PROBLEM REQUIREMENTS. Once the images are removed, repeat all of the entries exactly.

[Opening DATA SECTION section]

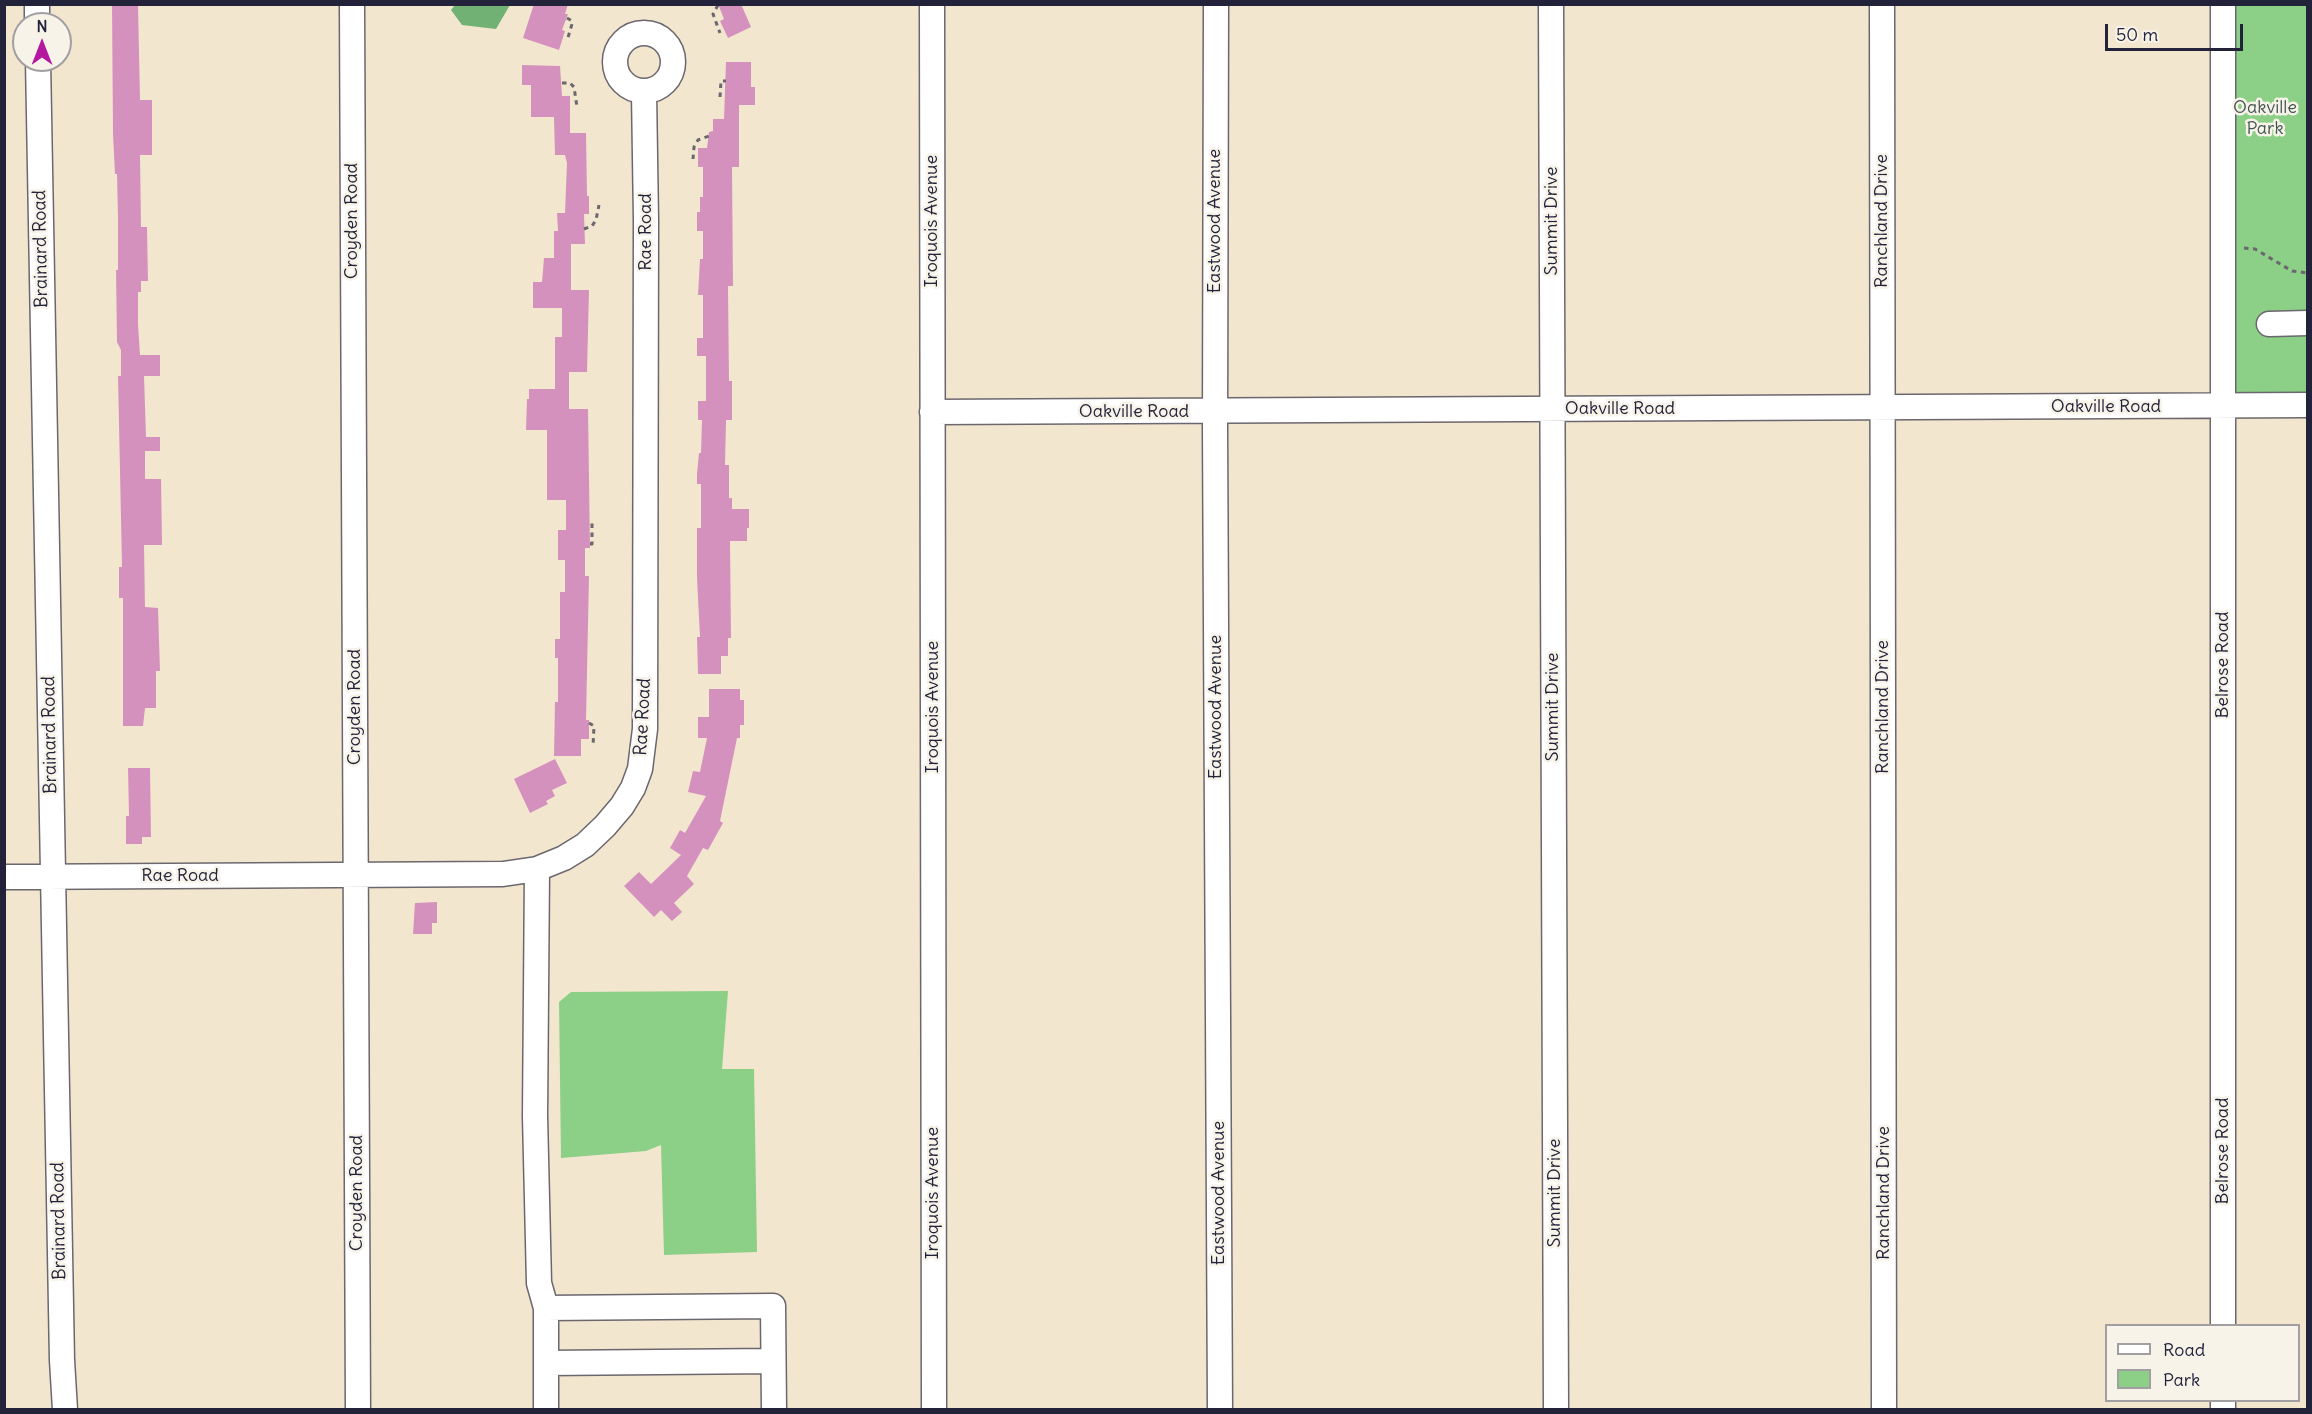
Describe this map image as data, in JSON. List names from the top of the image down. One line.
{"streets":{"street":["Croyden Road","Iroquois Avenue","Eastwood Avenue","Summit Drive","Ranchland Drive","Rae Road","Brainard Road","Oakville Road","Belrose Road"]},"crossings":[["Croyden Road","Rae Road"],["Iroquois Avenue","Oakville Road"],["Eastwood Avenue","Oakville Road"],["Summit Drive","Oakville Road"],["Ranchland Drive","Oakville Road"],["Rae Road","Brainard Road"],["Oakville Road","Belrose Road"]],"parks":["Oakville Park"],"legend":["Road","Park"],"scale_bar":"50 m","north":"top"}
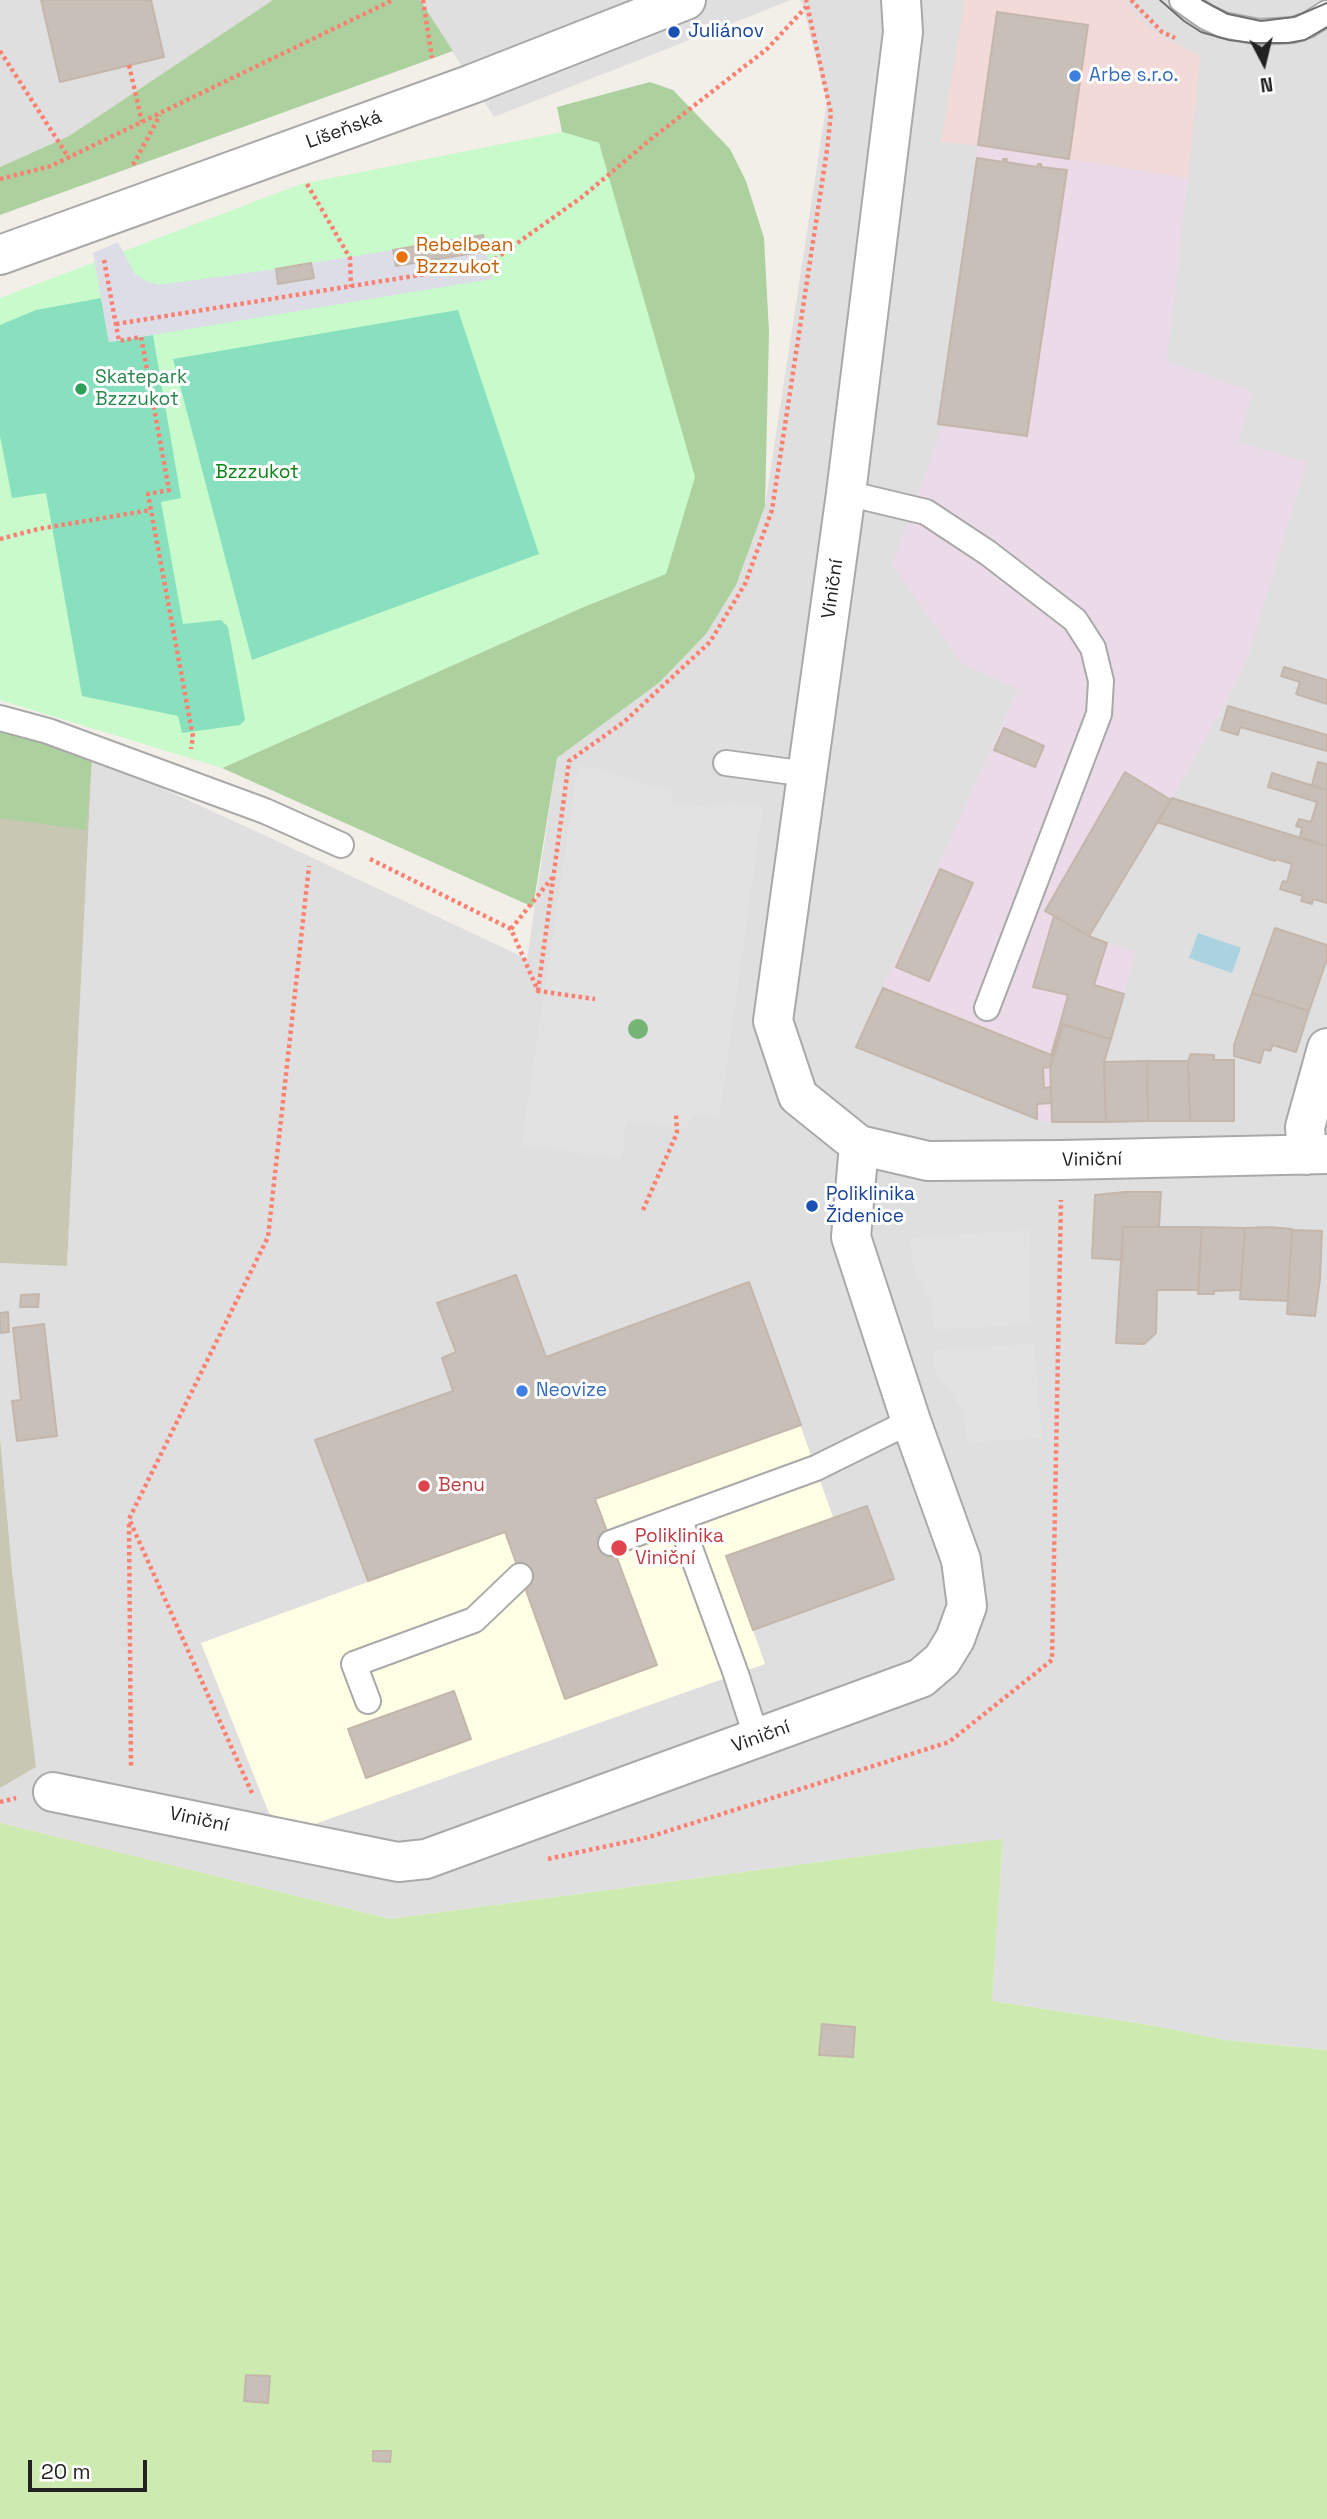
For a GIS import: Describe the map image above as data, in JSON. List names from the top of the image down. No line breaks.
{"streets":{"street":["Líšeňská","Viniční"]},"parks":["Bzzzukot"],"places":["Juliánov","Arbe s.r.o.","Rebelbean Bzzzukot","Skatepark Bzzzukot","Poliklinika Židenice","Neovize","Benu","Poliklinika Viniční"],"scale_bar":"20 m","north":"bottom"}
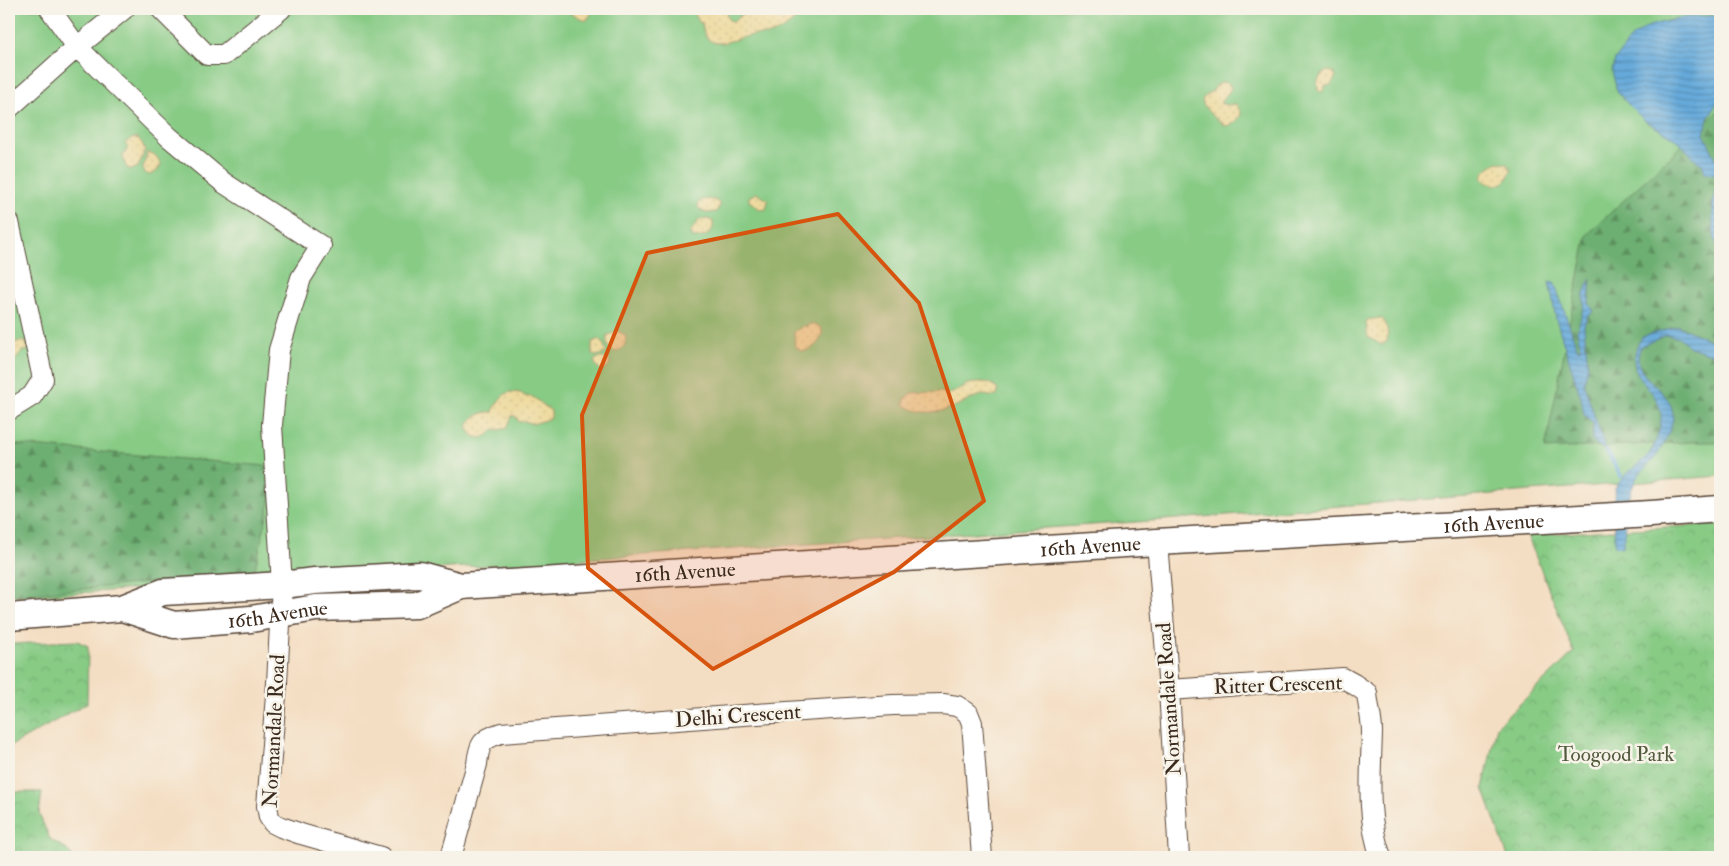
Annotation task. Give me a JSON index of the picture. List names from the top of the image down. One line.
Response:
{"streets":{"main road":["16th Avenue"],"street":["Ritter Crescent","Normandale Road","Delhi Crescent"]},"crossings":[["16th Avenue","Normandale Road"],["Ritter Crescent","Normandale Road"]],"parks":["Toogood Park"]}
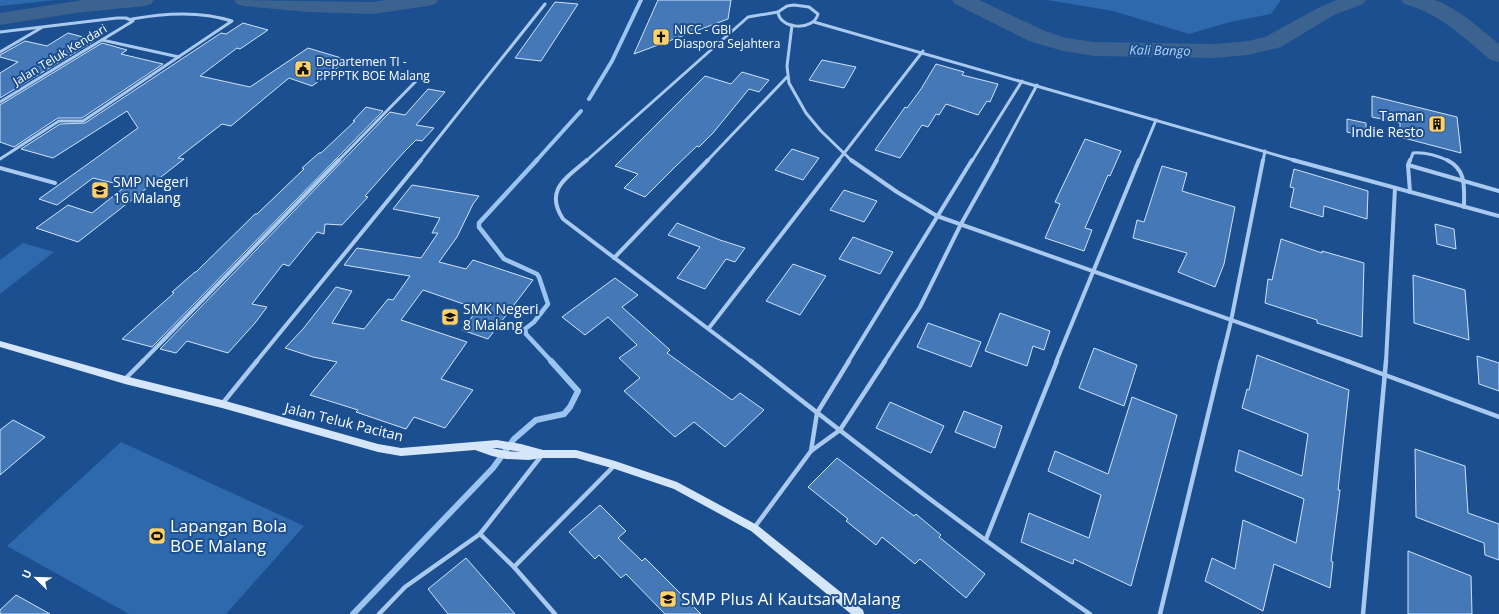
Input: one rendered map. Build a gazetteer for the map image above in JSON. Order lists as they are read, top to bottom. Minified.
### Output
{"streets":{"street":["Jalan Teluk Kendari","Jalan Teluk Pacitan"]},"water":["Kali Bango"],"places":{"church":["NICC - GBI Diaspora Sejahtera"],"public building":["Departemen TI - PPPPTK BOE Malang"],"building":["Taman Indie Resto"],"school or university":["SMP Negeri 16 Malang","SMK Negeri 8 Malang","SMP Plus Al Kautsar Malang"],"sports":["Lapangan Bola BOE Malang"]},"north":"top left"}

[Closing DATA SECTION section]

EXPECTED ANSWER.
Describe this map image as data, in JSON. List names from the top of the image down. One line.
{"streets":{"street":["Croyden Road","Iroquois Avenue","Eastwood Avenue","Summit Drive","Ranchland Drive","Rae Road","Brainard Road","Oakville Road","Belrose Road"]},"crossings":[["Croyden Road","Rae Road"],["Iroquois Avenue","Oakville Road"],["Eastwood Avenue","Oakville Road"],["Summit Drive","Oakville Road"],["Ranchland Drive","Oakville Road"],["Rae Road","Brainard Road"],["Oakville Road","Belrose Road"]],"parks":["Oakville Park"],"legend":["Road","Park"],"scale_bar":"50 m","north":"top"}
For a GIS import: Describe the map image above as data, in JSON. List names from the top of the image down. No line breaks.
{"streets":{"street":["Líšeňská","Viniční"]},"parks":["Bzzzukot"],"places":["Juliánov","Arbe s.r.o.","Rebelbean Bzzzukot","Skatepark Bzzzukot","Poliklinika Židenice","Neovize","Benu","Poliklinika Viniční"],"scale_bar":"20 m","north":"bottom"}
Annotation task. Give me a JSON index of the picture. List names from the top of the image down. One line.
Response:
{"streets":{"main road":["16th Avenue"],"street":["Ritter Crescent","Normandale Road","Delhi Crescent"]},"crossings":[["16th Avenue","Normandale Road"],["Ritter Crescent","Normandale Road"]],"parks":["Toogood Park"]}
Input: one rendered map. Build a gazetteer for the map image above in JSON. Order lists as they are read, top to bottom. Minified.
### Output
{"streets":{"street":["Jalan Teluk Kendari","Jalan Teluk Pacitan"]},"water":["Kali Bango"],"places":{"church":["NICC - GBI Diaspora Sejahtera"],"public building":["Departemen TI - PPPPTK BOE Malang"],"building":["Taman Indie Resto"],"school or university":["SMP Negeri 16 Malang","SMK Negeri 8 Malang","SMP Plus Al Kautsar Malang"],"sports":["Lapangan Bola BOE Malang"]},"north":"top left"}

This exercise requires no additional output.